→ **EXERCISE DATA**:
== Segment start ==
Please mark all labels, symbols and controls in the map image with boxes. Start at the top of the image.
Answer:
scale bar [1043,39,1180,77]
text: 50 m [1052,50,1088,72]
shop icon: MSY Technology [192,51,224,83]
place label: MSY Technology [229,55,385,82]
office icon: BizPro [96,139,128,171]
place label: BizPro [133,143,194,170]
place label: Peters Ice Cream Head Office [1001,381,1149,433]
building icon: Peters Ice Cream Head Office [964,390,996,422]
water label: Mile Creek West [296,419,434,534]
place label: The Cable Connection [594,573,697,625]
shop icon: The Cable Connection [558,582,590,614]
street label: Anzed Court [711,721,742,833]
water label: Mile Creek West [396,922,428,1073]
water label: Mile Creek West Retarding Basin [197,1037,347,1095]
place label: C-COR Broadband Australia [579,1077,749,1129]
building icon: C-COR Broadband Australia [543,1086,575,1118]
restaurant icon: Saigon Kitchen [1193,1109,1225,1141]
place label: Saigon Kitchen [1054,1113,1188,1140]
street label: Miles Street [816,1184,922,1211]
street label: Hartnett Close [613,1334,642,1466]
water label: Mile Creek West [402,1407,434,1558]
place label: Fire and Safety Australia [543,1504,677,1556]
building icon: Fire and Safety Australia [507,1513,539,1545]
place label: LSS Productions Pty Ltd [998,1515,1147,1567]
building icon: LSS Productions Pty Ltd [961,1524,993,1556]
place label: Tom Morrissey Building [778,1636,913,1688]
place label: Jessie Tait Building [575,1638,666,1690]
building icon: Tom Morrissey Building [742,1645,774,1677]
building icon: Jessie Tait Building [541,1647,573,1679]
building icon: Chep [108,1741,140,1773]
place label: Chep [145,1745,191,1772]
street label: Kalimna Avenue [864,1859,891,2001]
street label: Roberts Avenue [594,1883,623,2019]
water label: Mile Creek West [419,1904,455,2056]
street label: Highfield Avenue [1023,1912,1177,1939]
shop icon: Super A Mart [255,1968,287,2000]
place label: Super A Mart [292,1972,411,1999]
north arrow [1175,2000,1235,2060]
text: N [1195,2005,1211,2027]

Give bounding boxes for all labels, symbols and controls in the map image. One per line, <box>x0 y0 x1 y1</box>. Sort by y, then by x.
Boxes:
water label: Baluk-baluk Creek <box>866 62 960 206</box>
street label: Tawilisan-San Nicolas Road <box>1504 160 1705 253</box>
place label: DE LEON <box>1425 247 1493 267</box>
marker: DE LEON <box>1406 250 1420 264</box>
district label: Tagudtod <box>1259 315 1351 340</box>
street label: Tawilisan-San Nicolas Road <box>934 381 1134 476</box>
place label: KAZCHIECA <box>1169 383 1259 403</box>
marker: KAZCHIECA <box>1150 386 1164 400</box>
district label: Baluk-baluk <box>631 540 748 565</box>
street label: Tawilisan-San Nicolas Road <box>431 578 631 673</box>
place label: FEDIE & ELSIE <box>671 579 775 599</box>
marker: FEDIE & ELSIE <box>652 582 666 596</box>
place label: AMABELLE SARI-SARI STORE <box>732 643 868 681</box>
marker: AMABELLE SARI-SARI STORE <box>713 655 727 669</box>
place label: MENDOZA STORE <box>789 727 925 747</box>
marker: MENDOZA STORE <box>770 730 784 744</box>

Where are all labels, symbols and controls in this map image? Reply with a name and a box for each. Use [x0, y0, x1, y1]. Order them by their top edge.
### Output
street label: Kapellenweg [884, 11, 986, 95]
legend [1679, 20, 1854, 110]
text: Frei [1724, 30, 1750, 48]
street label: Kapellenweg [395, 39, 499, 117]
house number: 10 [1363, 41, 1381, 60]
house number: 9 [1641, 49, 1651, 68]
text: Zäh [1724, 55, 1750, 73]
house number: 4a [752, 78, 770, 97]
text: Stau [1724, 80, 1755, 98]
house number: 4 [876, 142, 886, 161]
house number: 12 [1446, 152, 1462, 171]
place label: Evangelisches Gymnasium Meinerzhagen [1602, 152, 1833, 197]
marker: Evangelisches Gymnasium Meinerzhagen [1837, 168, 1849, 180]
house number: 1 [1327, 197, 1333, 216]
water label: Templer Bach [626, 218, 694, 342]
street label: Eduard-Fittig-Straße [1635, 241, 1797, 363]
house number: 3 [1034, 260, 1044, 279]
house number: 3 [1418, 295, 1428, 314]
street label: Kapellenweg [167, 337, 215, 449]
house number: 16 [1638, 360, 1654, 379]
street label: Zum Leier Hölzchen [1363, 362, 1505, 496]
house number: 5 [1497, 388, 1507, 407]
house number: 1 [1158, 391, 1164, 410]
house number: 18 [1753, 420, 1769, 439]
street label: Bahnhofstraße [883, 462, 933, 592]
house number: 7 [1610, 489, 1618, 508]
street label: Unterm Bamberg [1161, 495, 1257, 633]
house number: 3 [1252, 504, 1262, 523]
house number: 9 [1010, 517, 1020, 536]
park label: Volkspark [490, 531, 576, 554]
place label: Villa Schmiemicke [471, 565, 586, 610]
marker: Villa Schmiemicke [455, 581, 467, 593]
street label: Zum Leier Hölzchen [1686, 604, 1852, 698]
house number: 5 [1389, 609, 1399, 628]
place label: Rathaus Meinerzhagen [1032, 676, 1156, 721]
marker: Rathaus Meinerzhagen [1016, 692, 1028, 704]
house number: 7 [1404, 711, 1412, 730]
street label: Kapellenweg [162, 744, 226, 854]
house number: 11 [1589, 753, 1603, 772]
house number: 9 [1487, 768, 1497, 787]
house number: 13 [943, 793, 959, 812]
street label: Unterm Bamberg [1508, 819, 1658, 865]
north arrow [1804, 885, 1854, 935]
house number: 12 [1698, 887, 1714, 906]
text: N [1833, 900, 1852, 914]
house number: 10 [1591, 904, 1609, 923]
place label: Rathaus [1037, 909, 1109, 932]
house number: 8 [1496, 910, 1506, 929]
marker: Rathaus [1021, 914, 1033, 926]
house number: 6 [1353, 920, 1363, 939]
== Segment end ==
→ **EXERCISE BRIEF**: Return only the count of lines in the records that hold the word "Creek".

→ **EXERCISE RESULT**: 6